Material for this task: Begin

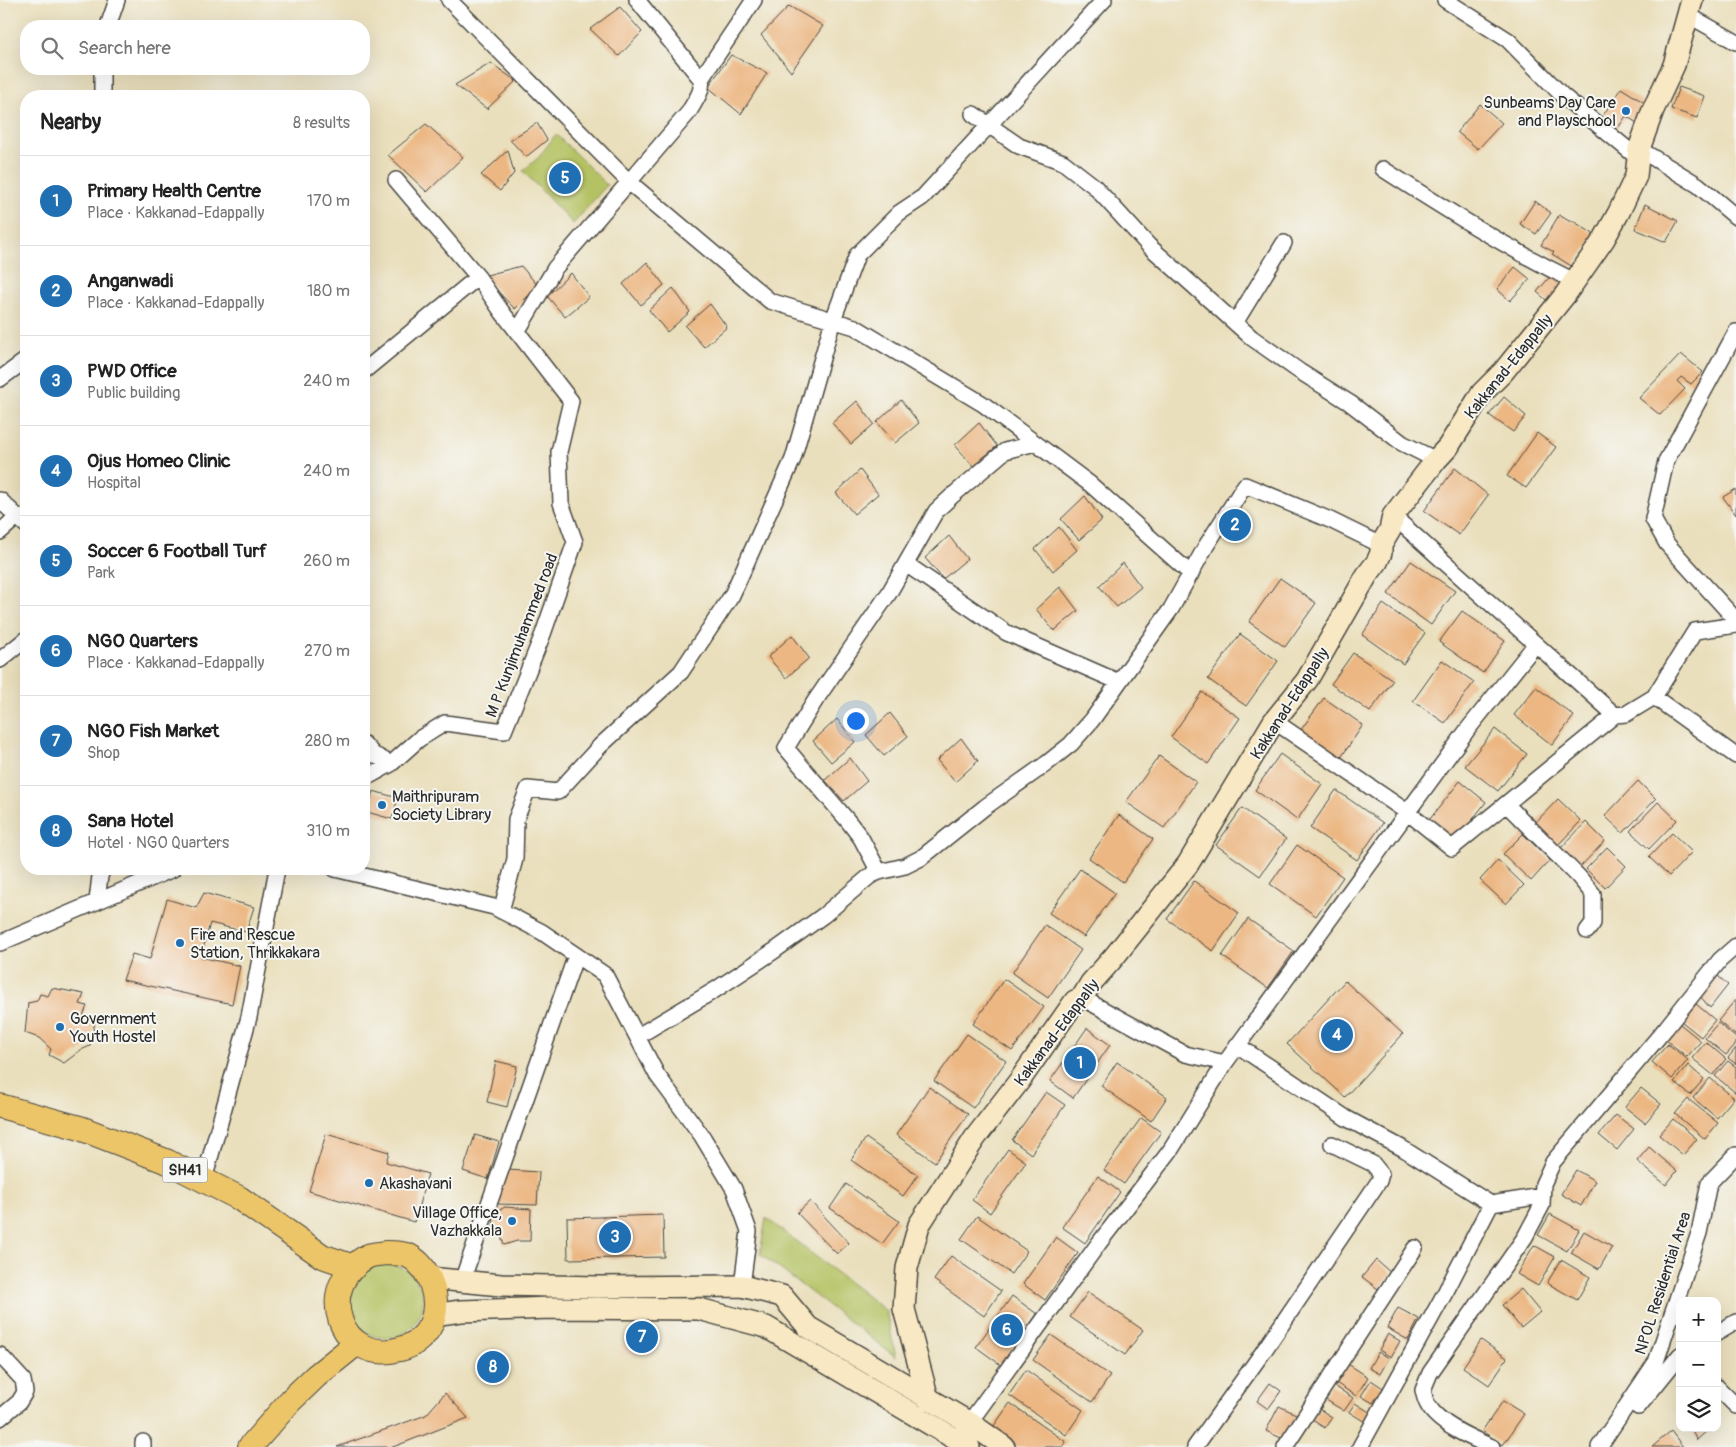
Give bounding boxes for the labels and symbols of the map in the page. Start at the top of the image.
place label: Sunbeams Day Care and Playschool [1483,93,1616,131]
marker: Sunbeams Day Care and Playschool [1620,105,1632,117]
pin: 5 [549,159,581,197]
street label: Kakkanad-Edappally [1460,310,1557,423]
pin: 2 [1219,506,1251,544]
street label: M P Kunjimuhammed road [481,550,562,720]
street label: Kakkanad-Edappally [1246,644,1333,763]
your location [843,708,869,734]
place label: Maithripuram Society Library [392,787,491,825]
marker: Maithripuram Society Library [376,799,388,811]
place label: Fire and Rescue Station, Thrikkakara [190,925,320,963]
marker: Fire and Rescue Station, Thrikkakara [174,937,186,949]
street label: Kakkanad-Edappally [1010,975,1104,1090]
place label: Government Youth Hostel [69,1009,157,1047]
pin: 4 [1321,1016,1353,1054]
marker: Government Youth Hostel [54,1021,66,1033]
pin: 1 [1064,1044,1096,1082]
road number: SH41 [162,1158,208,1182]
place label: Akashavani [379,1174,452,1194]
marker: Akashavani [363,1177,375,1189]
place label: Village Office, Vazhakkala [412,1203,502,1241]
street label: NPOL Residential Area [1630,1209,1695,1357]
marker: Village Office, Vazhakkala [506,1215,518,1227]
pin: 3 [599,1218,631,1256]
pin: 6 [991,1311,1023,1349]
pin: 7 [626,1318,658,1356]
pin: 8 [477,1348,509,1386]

Material for this task: End

● **The task**
Starting with the top line, write out all the data above exactly; keep the pictures out.

● **Solution for this problem**
Give bounding boxes for the labels and symbols of the map in the page. Start at the top of the image.
place label: Sunbeams Day Care and Playschool [1483,93,1616,131]
marker: Sunbeams Day Care and Playschool [1620,105,1632,117]
pin: 5 [549,159,581,197]
street label: Kakkanad-Edappally [1460,310,1557,423]
pin: 2 [1219,506,1251,544]
street label: M P Kunjimuhammed road [481,550,562,720]
street label: Kakkanad-Edappally [1246,644,1333,763]
your location [843,708,869,734]
place label: Maithripuram Society Library [392,787,491,825]
marker: Maithripuram Society Library [376,799,388,811]
place label: Fire and Rescue Station, Thrikkakara [190,925,320,963]
marker: Fire and Rescue Station, Thrikkakara [174,937,186,949]
street label: Kakkanad-Edappally [1010,975,1104,1090]
place label: Government Youth Hostel [69,1009,157,1047]
pin: 4 [1321,1016,1353,1054]
marker: Government Youth Hostel [54,1021,66,1033]
pin: 1 [1064,1044,1096,1082]
road number: SH41 [162,1158,208,1182]
place label: Akashavani [379,1174,452,1194]
marker: Akashavani [363,1177,375,1189]
place label: Village Office, Vazhakkala [412,1203,502,1241]
street label: NPOL Residential Area [1630,1209,1695,1357]
marker: Village Office, Vazhakkala [506,1215,518,1227]
pin: 3 [599,1218,631,1256]
pin: 6 [991,1311,1023,1349]
pin: 7 [626,1318,658,1356]
pin: 8 [477,1348,509,1386]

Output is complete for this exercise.